Start of Block

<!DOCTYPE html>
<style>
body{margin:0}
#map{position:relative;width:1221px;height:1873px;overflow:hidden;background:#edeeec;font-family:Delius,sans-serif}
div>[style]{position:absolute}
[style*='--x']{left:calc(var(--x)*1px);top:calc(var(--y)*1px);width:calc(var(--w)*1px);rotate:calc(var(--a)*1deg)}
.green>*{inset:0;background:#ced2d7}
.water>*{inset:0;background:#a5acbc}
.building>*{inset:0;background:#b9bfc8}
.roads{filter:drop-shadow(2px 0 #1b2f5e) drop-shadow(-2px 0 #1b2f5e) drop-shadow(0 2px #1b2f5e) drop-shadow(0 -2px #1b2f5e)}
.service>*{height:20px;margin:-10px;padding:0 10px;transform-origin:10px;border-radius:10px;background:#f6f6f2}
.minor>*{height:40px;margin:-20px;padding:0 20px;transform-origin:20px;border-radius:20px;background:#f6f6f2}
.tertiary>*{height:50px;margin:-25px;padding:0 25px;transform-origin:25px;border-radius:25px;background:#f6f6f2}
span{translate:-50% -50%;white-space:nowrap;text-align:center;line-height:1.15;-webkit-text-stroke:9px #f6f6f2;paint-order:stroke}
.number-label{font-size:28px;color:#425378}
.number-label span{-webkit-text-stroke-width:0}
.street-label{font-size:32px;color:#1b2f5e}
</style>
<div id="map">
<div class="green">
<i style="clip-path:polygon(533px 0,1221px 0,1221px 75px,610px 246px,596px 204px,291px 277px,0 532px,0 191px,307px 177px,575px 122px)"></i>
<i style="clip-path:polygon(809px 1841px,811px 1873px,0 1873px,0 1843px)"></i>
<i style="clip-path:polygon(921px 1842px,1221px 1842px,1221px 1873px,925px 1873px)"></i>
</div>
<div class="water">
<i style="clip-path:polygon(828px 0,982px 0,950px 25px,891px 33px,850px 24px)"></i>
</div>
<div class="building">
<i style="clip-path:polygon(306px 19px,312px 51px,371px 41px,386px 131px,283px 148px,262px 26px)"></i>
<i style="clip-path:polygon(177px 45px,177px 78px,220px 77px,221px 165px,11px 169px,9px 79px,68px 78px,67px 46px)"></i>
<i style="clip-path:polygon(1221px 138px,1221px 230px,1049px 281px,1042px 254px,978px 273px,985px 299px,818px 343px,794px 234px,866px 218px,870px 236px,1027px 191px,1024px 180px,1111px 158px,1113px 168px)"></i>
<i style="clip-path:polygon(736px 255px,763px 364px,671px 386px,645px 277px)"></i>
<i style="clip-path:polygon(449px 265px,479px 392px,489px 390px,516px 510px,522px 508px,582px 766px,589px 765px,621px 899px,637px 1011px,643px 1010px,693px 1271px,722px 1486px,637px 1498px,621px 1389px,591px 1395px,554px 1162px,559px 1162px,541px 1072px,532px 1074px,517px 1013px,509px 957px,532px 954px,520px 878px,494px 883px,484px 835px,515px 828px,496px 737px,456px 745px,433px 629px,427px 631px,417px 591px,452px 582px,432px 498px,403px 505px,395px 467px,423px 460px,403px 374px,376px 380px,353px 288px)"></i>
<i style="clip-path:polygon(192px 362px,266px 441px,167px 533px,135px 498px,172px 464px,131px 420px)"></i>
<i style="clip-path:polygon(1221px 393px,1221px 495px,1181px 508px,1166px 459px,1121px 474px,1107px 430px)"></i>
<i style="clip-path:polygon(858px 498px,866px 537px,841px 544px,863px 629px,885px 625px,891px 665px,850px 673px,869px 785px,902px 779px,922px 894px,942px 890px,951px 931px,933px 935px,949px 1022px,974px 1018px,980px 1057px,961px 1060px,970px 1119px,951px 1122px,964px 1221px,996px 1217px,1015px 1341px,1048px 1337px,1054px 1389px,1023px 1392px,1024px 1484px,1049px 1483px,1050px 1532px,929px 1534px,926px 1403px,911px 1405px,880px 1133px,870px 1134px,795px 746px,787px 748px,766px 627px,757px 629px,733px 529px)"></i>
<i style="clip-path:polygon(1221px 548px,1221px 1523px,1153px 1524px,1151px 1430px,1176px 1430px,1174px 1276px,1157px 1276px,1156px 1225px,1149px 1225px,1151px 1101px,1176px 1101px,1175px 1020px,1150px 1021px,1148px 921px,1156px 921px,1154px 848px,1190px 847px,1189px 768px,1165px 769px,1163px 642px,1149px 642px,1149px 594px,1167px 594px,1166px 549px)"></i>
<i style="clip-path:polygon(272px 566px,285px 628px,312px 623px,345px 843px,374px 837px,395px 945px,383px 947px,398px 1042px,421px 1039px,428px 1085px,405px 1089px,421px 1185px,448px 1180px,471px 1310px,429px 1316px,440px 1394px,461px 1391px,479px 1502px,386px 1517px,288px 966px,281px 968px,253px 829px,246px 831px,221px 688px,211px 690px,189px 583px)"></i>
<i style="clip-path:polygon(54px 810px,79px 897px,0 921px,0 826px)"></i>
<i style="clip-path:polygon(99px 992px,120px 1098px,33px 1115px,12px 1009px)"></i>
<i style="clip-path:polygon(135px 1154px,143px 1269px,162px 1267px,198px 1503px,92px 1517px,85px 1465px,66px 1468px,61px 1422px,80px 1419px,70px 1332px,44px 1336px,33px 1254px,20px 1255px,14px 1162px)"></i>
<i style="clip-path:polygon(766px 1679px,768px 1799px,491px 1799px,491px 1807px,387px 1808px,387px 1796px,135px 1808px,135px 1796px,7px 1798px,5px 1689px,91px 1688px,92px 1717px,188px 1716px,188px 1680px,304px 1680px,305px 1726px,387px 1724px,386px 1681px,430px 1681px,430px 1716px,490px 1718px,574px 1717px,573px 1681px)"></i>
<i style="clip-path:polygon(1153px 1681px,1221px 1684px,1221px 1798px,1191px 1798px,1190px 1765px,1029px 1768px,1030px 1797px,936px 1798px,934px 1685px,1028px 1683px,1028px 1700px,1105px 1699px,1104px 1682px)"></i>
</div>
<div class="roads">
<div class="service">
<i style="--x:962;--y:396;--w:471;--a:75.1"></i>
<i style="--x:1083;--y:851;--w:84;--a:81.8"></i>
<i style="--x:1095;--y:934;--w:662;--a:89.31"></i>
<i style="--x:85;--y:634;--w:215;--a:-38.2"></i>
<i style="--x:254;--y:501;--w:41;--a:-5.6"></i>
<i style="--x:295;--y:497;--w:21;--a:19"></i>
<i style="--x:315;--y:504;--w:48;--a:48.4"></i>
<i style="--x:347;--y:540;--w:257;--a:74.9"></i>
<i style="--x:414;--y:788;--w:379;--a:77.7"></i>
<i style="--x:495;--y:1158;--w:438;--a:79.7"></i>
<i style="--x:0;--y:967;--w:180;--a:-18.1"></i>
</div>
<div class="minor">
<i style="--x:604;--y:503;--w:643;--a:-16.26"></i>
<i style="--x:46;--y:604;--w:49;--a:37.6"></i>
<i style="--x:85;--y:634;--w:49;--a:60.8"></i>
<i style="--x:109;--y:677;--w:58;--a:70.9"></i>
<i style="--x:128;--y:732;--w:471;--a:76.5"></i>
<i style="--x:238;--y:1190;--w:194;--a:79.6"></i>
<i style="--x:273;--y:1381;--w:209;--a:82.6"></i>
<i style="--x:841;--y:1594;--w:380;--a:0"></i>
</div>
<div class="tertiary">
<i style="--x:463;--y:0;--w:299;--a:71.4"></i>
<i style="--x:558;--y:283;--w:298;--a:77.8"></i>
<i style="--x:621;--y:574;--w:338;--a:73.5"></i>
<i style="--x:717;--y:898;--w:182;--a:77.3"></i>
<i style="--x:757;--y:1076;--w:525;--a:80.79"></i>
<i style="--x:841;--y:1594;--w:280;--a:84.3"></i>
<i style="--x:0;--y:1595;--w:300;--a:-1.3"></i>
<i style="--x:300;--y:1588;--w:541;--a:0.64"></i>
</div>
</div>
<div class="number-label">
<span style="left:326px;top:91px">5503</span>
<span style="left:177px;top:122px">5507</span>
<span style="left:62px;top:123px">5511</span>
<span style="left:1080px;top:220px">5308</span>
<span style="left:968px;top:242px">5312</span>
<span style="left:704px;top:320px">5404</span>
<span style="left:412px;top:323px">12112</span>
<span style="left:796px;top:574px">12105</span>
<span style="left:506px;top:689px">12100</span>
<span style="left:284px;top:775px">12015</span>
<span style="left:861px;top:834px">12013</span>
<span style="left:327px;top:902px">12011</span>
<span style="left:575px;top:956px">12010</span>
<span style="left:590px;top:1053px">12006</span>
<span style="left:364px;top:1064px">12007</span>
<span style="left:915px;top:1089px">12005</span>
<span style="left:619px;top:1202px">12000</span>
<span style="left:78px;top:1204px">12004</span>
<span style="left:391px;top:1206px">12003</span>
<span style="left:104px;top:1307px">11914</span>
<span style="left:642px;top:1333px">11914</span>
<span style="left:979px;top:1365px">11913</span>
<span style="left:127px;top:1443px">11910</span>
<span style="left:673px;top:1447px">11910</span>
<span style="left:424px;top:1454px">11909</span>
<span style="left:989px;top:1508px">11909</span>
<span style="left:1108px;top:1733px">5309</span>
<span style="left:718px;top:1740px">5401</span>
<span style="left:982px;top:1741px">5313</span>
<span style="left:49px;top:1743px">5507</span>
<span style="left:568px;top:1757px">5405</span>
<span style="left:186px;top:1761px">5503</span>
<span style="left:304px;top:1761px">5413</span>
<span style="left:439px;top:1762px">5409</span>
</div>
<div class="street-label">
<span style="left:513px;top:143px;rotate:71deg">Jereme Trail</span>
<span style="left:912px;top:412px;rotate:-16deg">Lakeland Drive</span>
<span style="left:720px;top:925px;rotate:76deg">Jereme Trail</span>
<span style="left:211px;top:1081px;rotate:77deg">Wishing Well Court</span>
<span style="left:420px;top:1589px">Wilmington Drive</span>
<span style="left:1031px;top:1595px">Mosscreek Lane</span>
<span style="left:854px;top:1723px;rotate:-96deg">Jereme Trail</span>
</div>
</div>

End of Block

TASK REQUIREMENTS: Examine the records above and state the number of lines that include "border", with no further text.

THE COMPLETED TASK: 3